→ Listed entries:
══════════

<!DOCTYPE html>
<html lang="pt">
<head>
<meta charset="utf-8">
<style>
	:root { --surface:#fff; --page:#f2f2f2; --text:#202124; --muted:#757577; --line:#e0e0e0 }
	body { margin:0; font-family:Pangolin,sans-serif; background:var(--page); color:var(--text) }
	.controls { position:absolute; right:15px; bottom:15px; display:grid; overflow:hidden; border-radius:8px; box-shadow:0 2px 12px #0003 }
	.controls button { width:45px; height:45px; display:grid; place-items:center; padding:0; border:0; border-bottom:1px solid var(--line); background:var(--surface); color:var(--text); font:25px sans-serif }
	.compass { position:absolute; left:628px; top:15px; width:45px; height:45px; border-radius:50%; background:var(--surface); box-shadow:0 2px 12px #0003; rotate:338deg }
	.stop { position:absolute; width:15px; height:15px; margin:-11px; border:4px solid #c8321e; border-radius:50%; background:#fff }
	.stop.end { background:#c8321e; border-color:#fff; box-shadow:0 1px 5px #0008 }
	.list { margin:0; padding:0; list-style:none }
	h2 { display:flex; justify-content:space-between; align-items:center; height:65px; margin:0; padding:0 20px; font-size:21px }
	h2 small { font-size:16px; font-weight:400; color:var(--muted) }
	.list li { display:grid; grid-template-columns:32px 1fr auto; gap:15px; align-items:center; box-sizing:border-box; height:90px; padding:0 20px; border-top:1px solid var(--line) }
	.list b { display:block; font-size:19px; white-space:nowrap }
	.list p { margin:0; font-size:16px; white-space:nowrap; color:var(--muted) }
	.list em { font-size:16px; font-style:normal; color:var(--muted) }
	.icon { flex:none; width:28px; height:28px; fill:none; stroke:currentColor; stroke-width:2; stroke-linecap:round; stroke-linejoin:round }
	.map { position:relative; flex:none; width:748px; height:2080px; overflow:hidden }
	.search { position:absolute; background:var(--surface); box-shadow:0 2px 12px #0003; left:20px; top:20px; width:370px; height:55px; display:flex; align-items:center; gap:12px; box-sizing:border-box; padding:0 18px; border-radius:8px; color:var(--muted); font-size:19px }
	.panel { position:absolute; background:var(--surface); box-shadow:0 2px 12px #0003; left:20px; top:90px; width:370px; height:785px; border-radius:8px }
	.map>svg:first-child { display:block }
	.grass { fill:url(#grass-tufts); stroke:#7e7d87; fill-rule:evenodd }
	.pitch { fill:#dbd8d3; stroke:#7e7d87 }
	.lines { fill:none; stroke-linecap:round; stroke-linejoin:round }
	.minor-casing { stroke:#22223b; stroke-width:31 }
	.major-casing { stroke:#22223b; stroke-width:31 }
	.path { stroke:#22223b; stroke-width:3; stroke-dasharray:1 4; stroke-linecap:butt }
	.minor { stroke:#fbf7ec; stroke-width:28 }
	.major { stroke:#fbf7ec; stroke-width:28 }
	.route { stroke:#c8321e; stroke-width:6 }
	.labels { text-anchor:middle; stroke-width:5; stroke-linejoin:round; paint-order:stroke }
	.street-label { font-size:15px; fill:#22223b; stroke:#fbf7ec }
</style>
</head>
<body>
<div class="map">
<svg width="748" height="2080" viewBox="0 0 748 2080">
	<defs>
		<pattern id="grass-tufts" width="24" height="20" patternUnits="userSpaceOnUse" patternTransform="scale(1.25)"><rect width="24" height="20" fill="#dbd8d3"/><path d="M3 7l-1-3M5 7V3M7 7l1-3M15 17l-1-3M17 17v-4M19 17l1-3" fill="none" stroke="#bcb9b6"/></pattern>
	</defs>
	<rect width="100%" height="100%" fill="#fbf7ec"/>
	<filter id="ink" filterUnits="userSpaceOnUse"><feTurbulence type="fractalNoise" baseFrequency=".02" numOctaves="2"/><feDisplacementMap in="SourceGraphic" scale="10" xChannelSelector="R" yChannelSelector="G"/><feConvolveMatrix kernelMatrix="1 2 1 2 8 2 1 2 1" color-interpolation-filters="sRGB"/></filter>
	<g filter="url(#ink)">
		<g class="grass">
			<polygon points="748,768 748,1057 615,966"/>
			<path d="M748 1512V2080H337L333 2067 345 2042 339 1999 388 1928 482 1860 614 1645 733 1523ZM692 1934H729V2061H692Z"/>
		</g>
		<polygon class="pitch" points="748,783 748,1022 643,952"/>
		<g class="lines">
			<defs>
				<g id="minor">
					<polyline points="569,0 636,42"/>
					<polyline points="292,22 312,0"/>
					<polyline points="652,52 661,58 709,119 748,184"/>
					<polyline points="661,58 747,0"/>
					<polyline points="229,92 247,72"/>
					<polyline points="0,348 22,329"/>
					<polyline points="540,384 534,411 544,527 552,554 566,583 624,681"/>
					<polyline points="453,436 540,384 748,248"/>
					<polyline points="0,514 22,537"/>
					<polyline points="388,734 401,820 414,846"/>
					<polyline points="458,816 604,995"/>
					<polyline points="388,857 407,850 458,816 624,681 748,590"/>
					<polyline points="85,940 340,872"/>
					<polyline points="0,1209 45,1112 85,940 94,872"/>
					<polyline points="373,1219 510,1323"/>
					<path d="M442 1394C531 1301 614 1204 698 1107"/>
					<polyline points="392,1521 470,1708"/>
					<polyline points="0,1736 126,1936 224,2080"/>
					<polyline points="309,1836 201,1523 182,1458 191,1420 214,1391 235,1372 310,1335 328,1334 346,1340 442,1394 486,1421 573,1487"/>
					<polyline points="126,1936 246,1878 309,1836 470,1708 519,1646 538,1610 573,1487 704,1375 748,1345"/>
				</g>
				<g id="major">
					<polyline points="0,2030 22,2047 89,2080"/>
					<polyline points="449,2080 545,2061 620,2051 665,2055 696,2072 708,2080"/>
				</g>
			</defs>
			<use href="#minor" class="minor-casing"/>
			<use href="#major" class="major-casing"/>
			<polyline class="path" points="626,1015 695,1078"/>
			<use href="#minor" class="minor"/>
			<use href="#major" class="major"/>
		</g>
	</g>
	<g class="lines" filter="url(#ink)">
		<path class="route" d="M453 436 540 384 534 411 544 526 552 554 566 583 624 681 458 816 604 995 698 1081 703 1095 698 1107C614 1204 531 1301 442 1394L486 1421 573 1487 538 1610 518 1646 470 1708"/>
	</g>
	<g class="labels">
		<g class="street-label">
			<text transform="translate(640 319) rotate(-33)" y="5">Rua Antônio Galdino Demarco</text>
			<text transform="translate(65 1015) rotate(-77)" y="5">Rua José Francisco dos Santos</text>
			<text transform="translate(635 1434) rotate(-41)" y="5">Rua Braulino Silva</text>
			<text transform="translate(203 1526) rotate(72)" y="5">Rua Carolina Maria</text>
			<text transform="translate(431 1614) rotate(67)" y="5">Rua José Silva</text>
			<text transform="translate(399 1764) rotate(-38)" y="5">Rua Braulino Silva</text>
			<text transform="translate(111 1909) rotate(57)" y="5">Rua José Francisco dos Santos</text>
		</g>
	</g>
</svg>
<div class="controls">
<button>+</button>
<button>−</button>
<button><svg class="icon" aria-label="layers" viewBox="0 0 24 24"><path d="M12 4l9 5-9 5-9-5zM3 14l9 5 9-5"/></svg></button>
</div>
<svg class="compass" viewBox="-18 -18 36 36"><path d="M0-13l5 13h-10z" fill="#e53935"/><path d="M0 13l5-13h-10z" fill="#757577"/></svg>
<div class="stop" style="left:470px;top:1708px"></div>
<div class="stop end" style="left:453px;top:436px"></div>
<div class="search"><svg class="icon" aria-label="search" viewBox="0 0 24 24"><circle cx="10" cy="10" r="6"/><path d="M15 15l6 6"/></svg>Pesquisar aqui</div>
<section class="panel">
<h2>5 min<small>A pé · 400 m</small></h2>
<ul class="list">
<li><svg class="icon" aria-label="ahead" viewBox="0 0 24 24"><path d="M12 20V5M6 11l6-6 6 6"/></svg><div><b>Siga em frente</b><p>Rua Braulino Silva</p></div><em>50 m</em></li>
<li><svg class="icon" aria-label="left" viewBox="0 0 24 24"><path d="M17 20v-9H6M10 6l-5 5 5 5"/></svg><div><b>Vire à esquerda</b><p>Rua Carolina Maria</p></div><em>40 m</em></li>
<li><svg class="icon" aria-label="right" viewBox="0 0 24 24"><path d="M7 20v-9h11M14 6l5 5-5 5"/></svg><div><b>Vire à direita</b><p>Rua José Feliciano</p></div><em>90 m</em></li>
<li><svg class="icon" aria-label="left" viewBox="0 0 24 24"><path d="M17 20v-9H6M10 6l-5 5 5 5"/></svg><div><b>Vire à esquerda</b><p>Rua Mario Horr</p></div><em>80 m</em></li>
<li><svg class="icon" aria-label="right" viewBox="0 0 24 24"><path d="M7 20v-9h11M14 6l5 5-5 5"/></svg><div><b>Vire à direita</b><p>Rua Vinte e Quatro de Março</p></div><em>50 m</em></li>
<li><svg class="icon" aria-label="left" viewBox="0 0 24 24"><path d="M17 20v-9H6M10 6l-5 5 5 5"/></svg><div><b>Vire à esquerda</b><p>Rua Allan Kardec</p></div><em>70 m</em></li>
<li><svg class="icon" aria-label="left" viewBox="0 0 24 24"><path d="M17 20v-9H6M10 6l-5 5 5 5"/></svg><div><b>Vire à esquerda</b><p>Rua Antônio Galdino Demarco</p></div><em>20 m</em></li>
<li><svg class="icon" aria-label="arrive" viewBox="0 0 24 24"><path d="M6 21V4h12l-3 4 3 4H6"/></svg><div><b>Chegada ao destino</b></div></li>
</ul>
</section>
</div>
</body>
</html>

══════════

→ Work to be completed: Where a line of the data above includes "sans", copy that line.

→ Solution for this exercise:
	body { margin:0; font-family:Pangolin,sans-serif; background:var(--page); color:var(--text) }
	.controls button { width:45px; height:45px; display:grid; place-items:center; padding:0; border:0; border-bottom:1px solid var(--line); background:var(--surface); color:var(--text); font:25px sans-serif }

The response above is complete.